▸ PROBLEM STATEMENT
Omit the pictures, then reproduce every remaining record exactly.

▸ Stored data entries

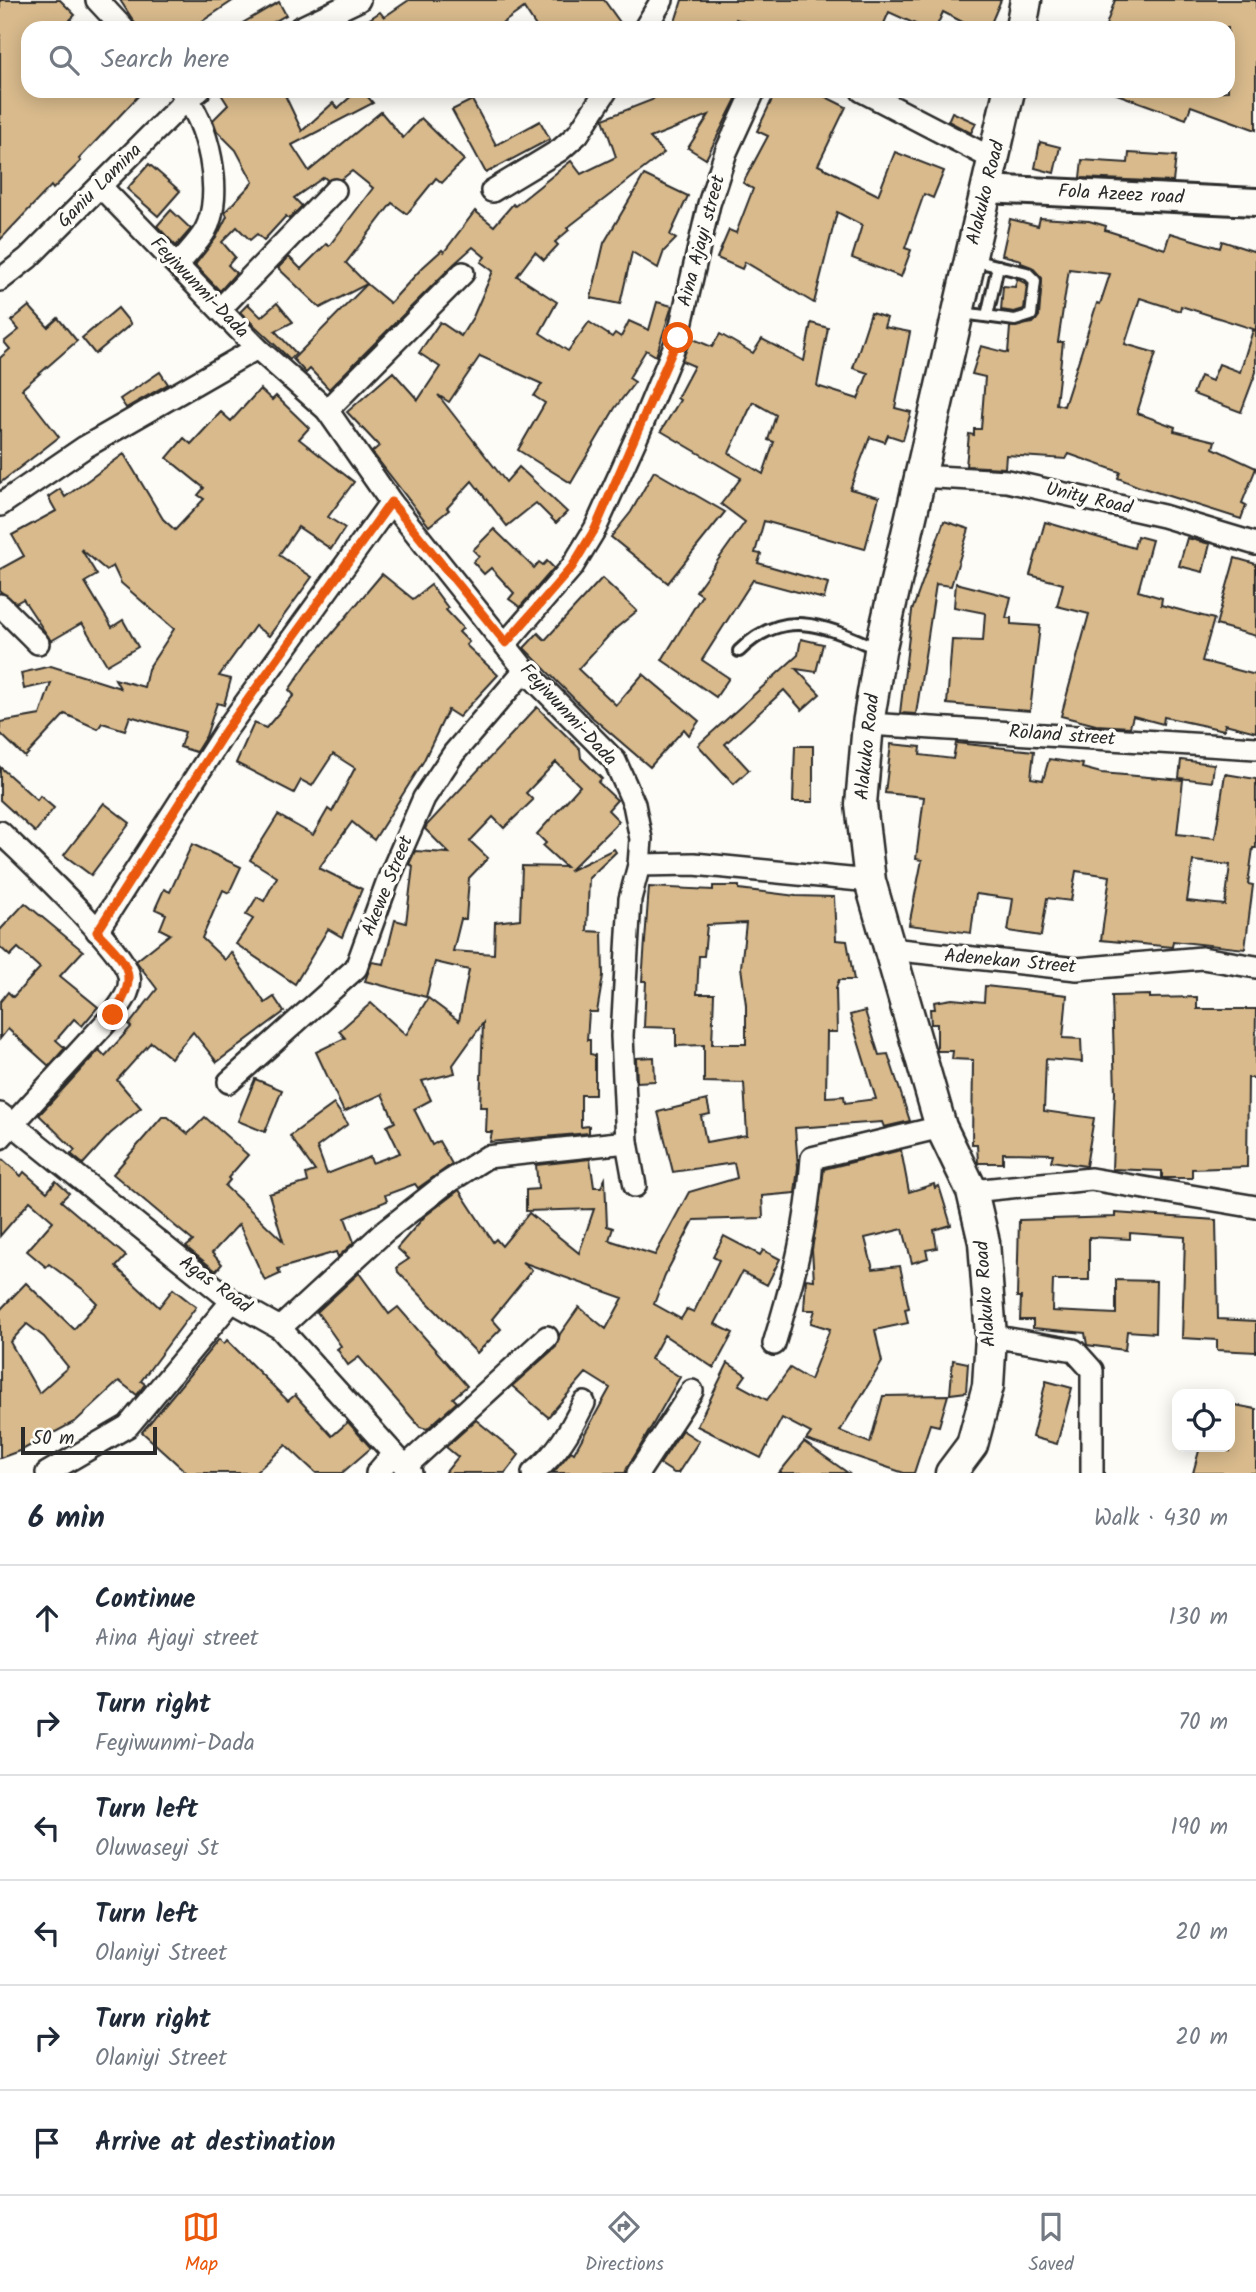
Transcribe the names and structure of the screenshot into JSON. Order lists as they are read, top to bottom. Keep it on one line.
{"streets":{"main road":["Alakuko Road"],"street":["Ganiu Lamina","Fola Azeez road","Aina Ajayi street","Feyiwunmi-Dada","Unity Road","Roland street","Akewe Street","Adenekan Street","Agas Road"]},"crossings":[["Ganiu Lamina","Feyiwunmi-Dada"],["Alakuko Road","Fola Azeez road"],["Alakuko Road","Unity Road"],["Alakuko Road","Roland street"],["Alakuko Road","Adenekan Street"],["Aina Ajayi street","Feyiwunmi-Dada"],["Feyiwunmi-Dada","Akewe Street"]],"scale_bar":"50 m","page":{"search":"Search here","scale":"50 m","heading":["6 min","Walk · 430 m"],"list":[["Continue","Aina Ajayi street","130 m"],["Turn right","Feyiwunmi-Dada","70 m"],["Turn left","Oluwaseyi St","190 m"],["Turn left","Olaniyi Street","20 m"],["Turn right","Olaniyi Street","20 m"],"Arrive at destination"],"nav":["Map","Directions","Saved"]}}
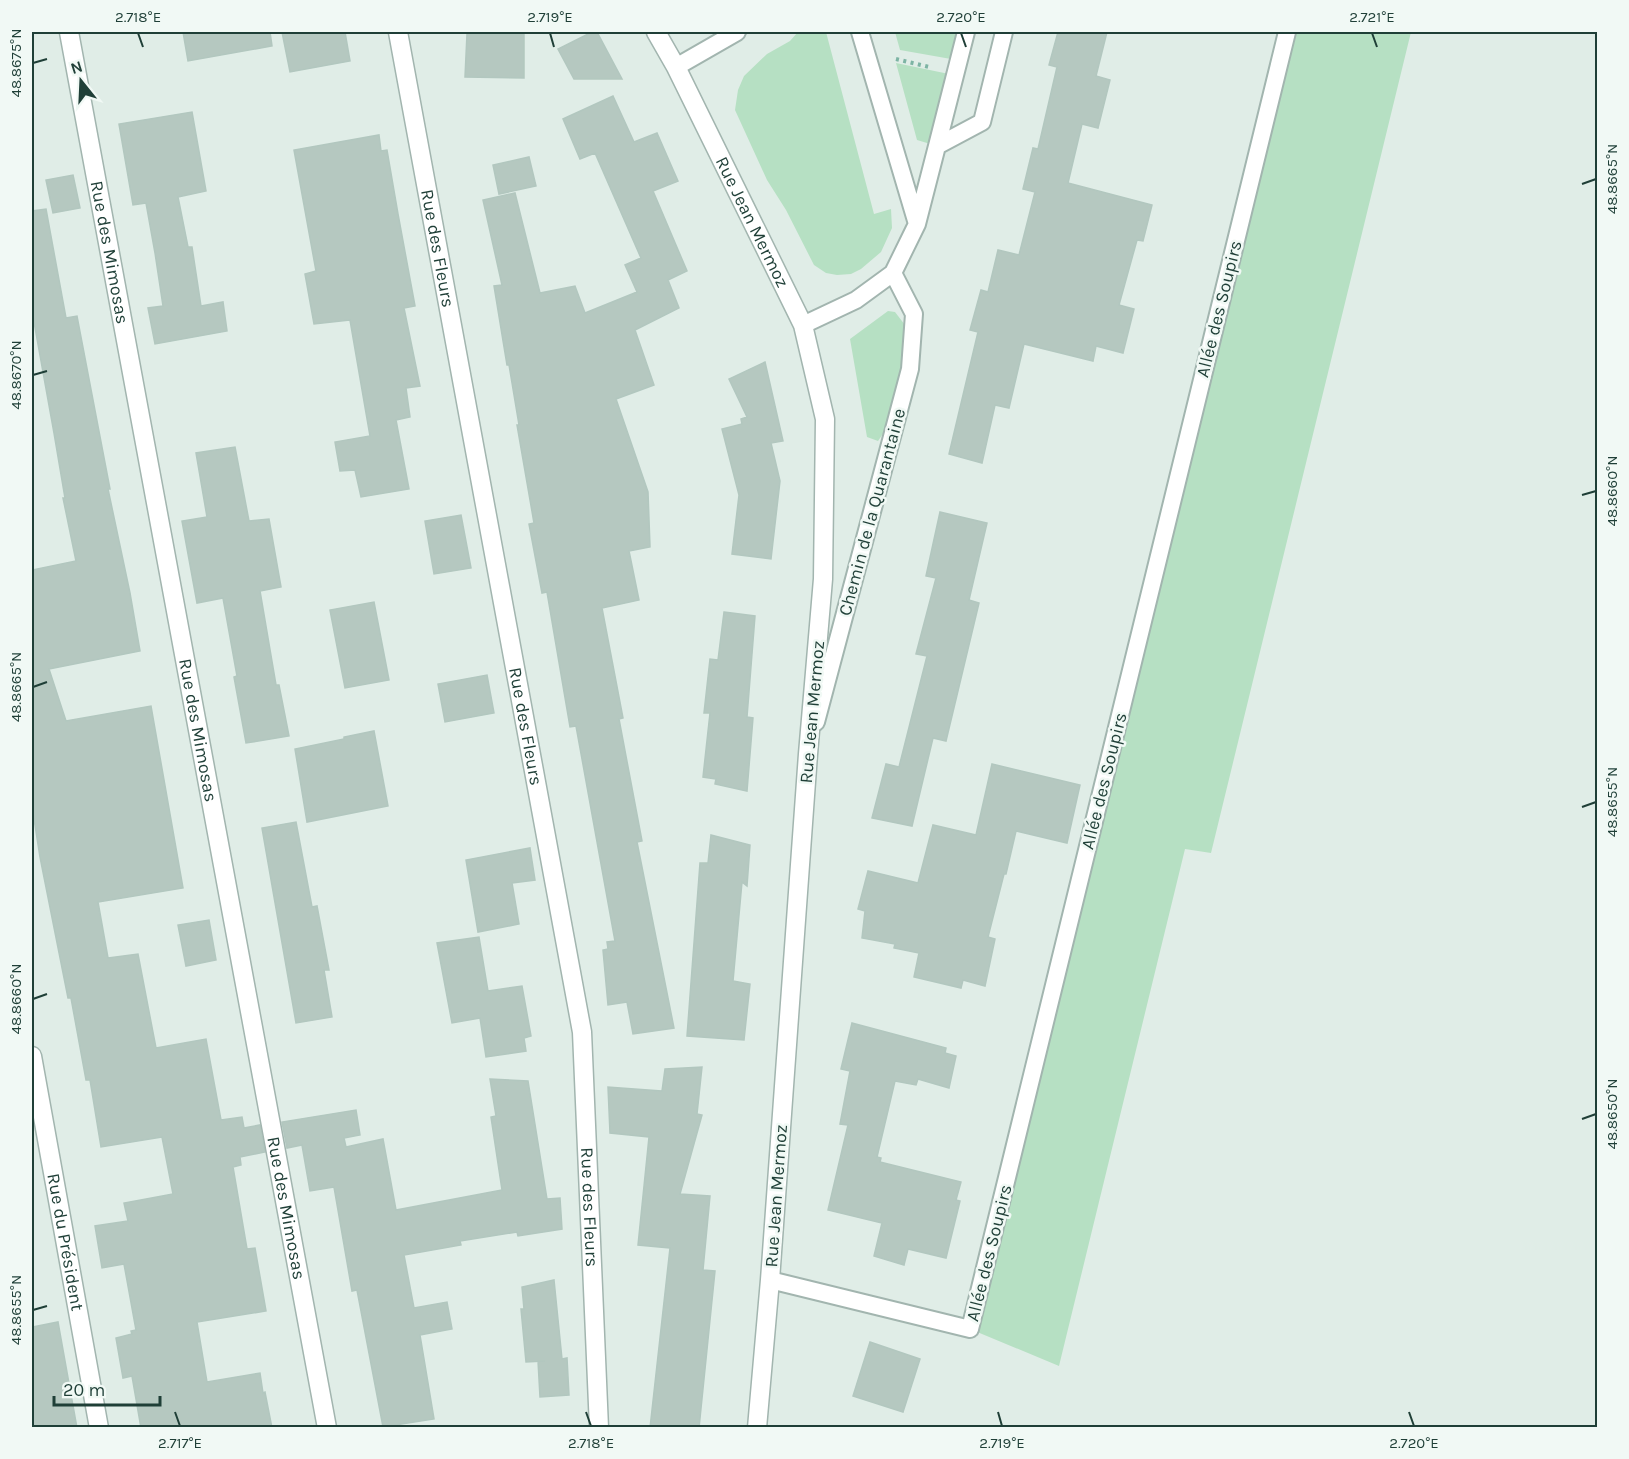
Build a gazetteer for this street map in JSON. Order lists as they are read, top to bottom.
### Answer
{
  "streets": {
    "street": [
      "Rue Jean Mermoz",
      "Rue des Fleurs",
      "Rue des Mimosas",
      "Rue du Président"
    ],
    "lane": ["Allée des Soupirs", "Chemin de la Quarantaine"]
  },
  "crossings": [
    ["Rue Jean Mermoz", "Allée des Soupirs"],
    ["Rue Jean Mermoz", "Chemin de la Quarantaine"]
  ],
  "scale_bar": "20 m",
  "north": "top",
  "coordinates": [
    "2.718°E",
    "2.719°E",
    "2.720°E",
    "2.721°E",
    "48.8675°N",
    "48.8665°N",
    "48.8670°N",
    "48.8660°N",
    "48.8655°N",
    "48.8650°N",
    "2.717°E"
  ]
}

▸ SOLUTION TO THIS EXERCISE
Transcribe the names and structure of the screenshot into JSON. Order lists as they are read, top to bottom. Keep it on one line.
{"streets":{"main road":["Alakuko Road"],"street":["Ganiu Lamina","Fola Azeez road","Aina Ajayi street","Feyiwunmi-Dada","Unity Road","Roland street","Akewe Street","Adenekan Street","Agas Road"]},"crossings":[["Ganiu Lamina","Feyiwunmi-Dada"],["Alakuko Road","Fola Azeez road"],["Alakuko Road","Unity Road"],["Alakuko Road","Roland street"],["Alakuko Road","Adenekan Street"],["Aina Ajayi street","Feyiwunmi-Dada"],["Feyiwunmi-Dada","Akewe Street"]],"scale_bar":"50 m","page":{"search":"Search here","scale":"50 m","heading":["6 min","Walk · 430 m"],"list":[["Continue","Aina Ajayi street","130 m"],["Turn right","Feyiwunmi-Dada","70 m"],["Turn left","Oluwaseyi St","190 m"],["Turn left","Olaniyi Street","20 m"],["Turn right","Olaniyi Street","20 m"],"Arrive at destination"],"nav":["Map","Directions","Saved"]}}
Build a gazetteer for this street map in JSON. Order lists as they are read, top to bottom.
### Answer
{
  "streets": {
    "street": [
      "Rue Jean Mermoz",
      "Rue des Fleurs",
      "Rue des Mimosas",
      "Rue du Président"
    ],
    "lane": ["Allée des Soupirs", "Chemin de la Quarantaine"]
  },
  "crossings": [
    ["Rue Jean Mermoz", "Allée des Soupirs"],
    ["Rue Jean Mermoz", "Chemin de la Quarantaine"]
  ],
  "scale_bar": "20 m",
  "north": "top",
  "coordinates": [
    "2.718°E",
    "2.719°E",
    "2.720°E",
    "2.721°E",
    "48.8675°N",
    "48.8665°N",
    "48.8670°N",
    "48.8660°N",
    "48.8655°N",
    "48.8650°N",
    "2.717°E"
  ]
}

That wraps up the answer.